STATE OF MICHIGAN
COURT OF APPEALS
WILLIAM SIM SPENCER, UNPUBLISHED
October 9, 2018
Plaintiff-Appellant,
v No. 341769
Court of Claims
DIRECTOR OF THE DEPARTMENT OF STATE LC No. 16-000274-MZ
POLICE,
Defendant-Appellee.
TIMOTHY WAYNE MCCLELLAND,
Plaintiff-Appellant,
v No. 341777
Court of Claims
DIRECTOR OF THE DEPARTMENT OF STATE LC No. 16-000311-MZ
POLICE,
Defendant-Appellee.
Before: CAVANAGH, P.J., and MARKEY and LETICA, JJ.
PER CURIAM.
In these consolidated appeals involving Michigan’s Sex Offender Registration Act
(SORA), MCL 28.721 et seq., plaintiffs William Spencer and Timothy McClelland appeal by
right the Court of Claims’ Opinion and Order granting in part and denying in part the motion for
summary disposition of defendant, the Director of the Department of State Police, and enjoining
retroactive enforcement of requirements in the 2006 and 2011 SORA amendments as to
plaintiffs. We affirm.
I. BACKGROUND
Plaintiffs are convicted sex offenders whose offenses occurred in 1994 and 2011,
respectively. At the time of plaintiffs’ offenses, the SORA required the creation of a convicted
sex offender registry, which included, inter alia, the names, addresses, and pictures of certain
-1-
convicted sexual offenders. See 1994 PA 295. Based on their convictions, plaintiffs are required
to register as offenders under the Act.
In 2006, the Legislature amended the SORA to add the additional requirement that a
registered sex offender is prohibited from living, working, or loitering within 1,000 feet of
school property. See MCL 28.733 through MCL 28.736, 2005 PA 121. The Legislature
amended the SORA again in 2011. 2011 PA 17. The 2011 amendment classified registrants in
tiers based on their crimes and established mandatory in-person reporting requirements
applicable, for example, when a registrant changes residences or employment, enrolls as a
student, changes their name, wishes to travel for more than seven days, or buys or begins to use a
new vehicle. MCL 28.722(r) through (v) and MCL 28.725, 2011 PA 17.

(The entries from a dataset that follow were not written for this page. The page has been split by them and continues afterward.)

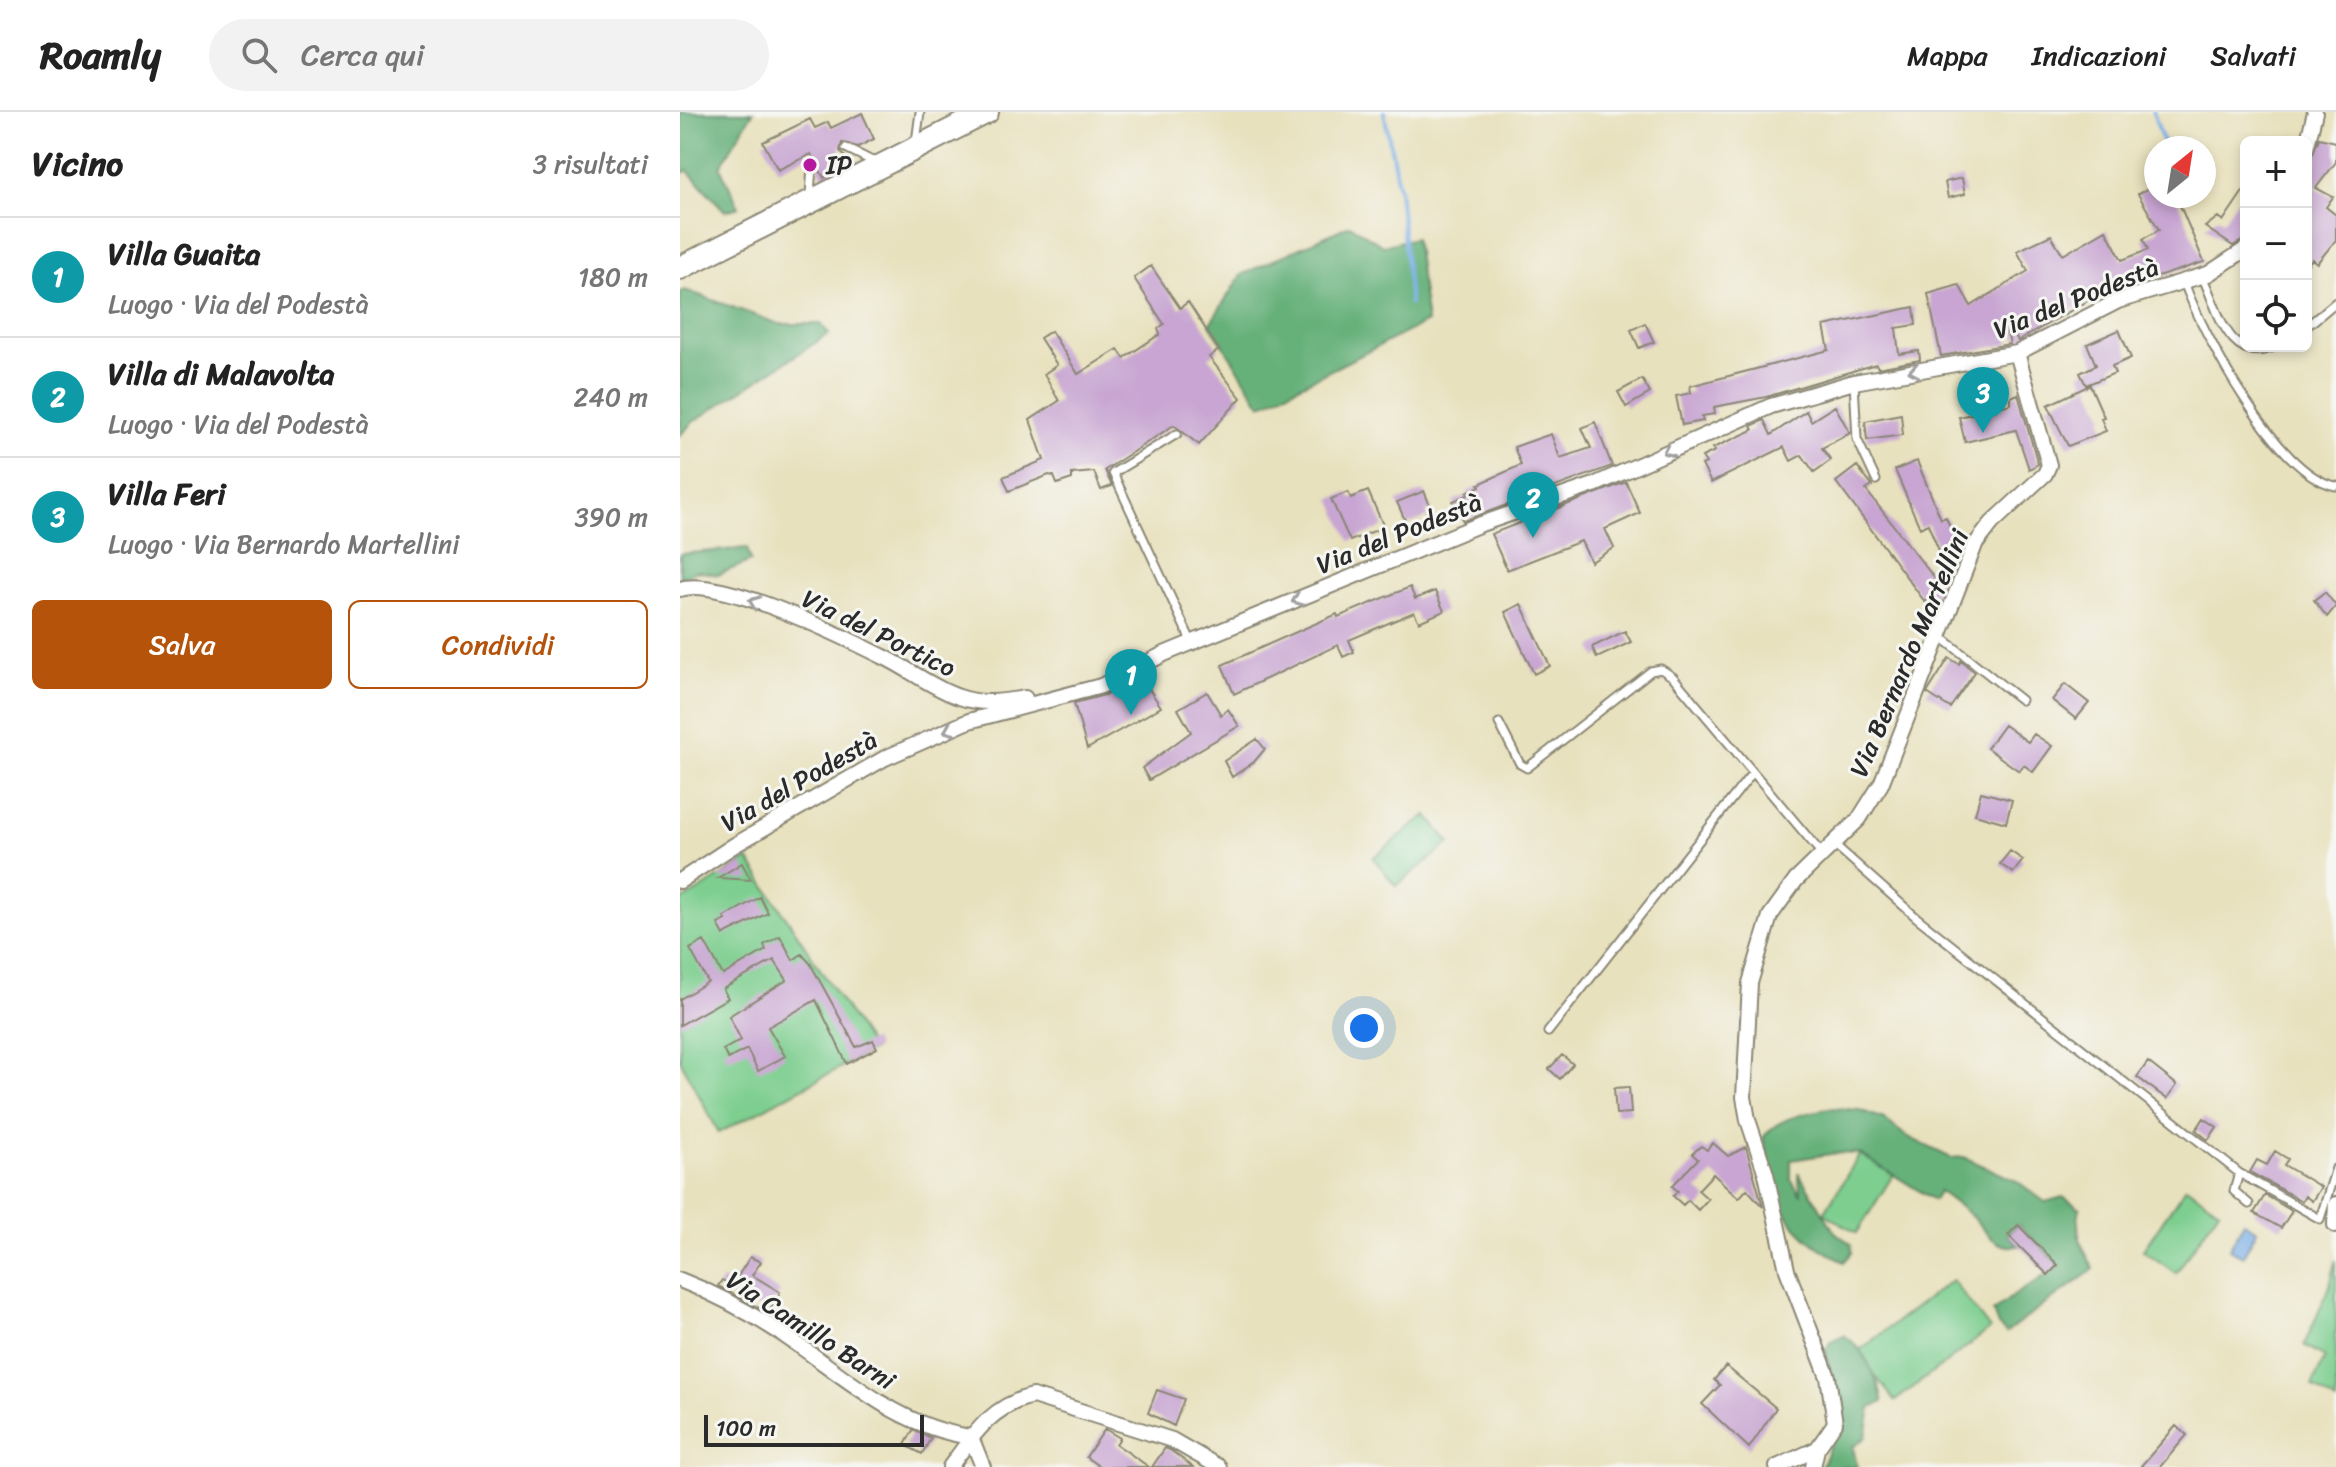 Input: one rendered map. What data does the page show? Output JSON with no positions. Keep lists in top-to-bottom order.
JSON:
{
  "streets": {
    "street": [
      "Via del Podestà",
      "Via del Portico",
      "Via Bernardo Martellini",
      "Via Camillo Barni"
    ]
  },
  "crossings": [
    ["Via del Podestà", "Via del Portico"],
    ["Via del Podestà", "Via Bernardo Martellini"]
  ],
  "one_way": ["Via del Podestà", "Via del Portico"],
  "places": ["IP"],
  "scale_bar": "100 m",
  "north": "top right",
  "page": {
    "header": "Roamly",
    "search": "Cerca qui",
    "nav": ["Mappa", "Indicazioni", "Salvati"],
    "heading": ["Vicino", "3 risultati"],
    "map_buttons": ["+", "−"],
    "list": [
      {
        "mark": "1",
        "name": "Villa Guaita",
        "note": "Luogo · Via del Podestà",
        "value": "180 m"
      },
      {
        "mark": "2",
        "name": "Villa di Malavolta",
        "note": "Luogo · Via del Podestà",
        "value": "240 m"
      },
      {
        "mark": "3",
        "name": "Villa Feri",
        "note": "Luogo · Via Bernardo Martellini",
        "value": "390 m"
      }
    ],
    "pins": ["3", "2", "1"],
    "buttons": ["Salva", "Condividi"],
    "scale": "100 m"
  }
} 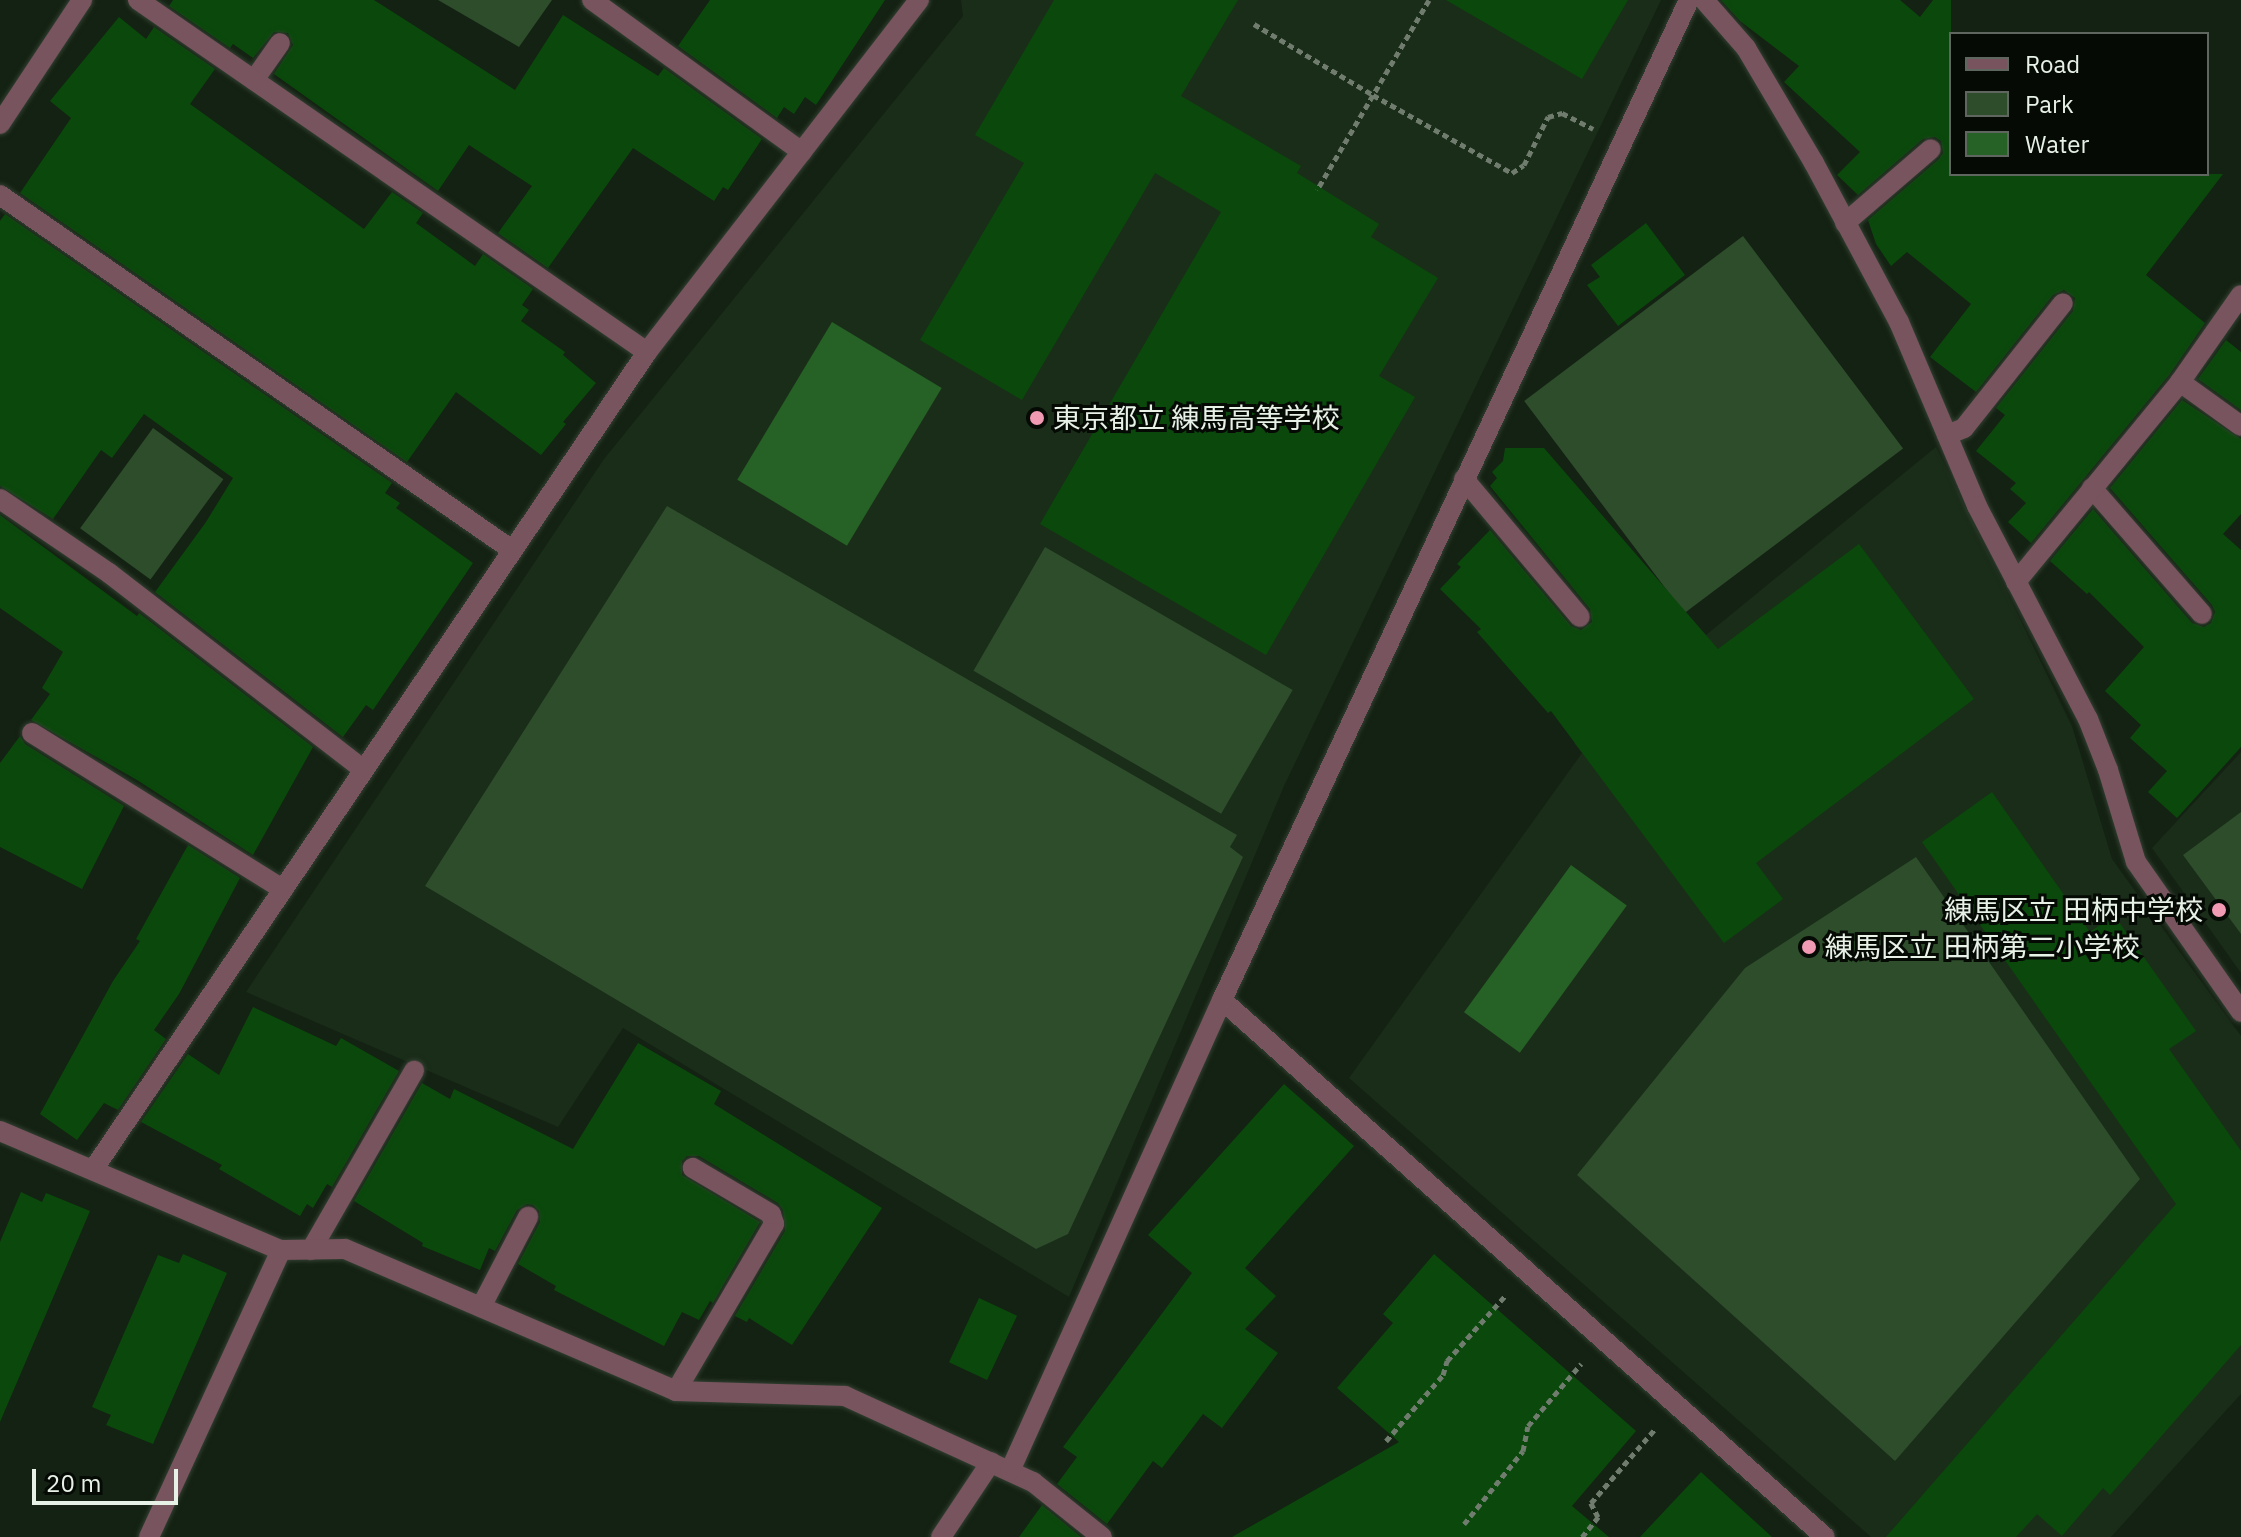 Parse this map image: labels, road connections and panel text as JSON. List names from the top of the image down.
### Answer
{
  "places": ["東京都立 練馬高等学校", "練馬区立 田柄中学校", "練馬区立 田柄第二小学校"],
  "legend": ["Road", "Park", "Water"],
  "scale_bar": "20 m"
}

As with previous amendments of the SORA, the 2006 and 2011 amendments resulted in
multiple legal challenges. Pertinent here is Does #1-5 v Snyder, 834 F3d 696 (CA 6, 2016),
where five registered sex offenders claimed, in part, that retroactive application violated the Ex
Post Facto Clause of the United States Constitution. Id. at 698. After analysis of the SORA’s
punitive effects, likening it to the ancient punishment of banishment, traditional shaming, the
punishment of parole/probation, and noting the lack of any evidence supporting a rational
connection to its non-punitive purpose (reducing recidivism), the Sixth Circuit determined that
the SORA, as amended, imposes punishment. Id. at 701-705. The Sixth Circuit therefore held
that retroactive application of the 2006 and 2011 SORA amendments is unconstitutional under
the Ex Post Facto Clause. Id. at 706.
After Does #1-5, plaintiffs, in propriis personis, each filed a complaint in separate cases
seeking injunctive and declaratory relief and alleging that the SORA, as amended, violates the
Ex Post Facto Clause when applied to them and runs afoul of their substantive due process and
equal protection rights. The Court of Claims consolidated plaintiffs’ claims. Thereafter,
defendant moved for summary disposition under MCR 2.116(C)(7) and (C)(8) on the grounds
that plaintiffs’ complaints were not ripe, or otherwise lacked a cognizable case or controversy
and were moot, given that plaintiffs had not been threatened with enforcement of an
unconstitutional portion of the SORA, as amended.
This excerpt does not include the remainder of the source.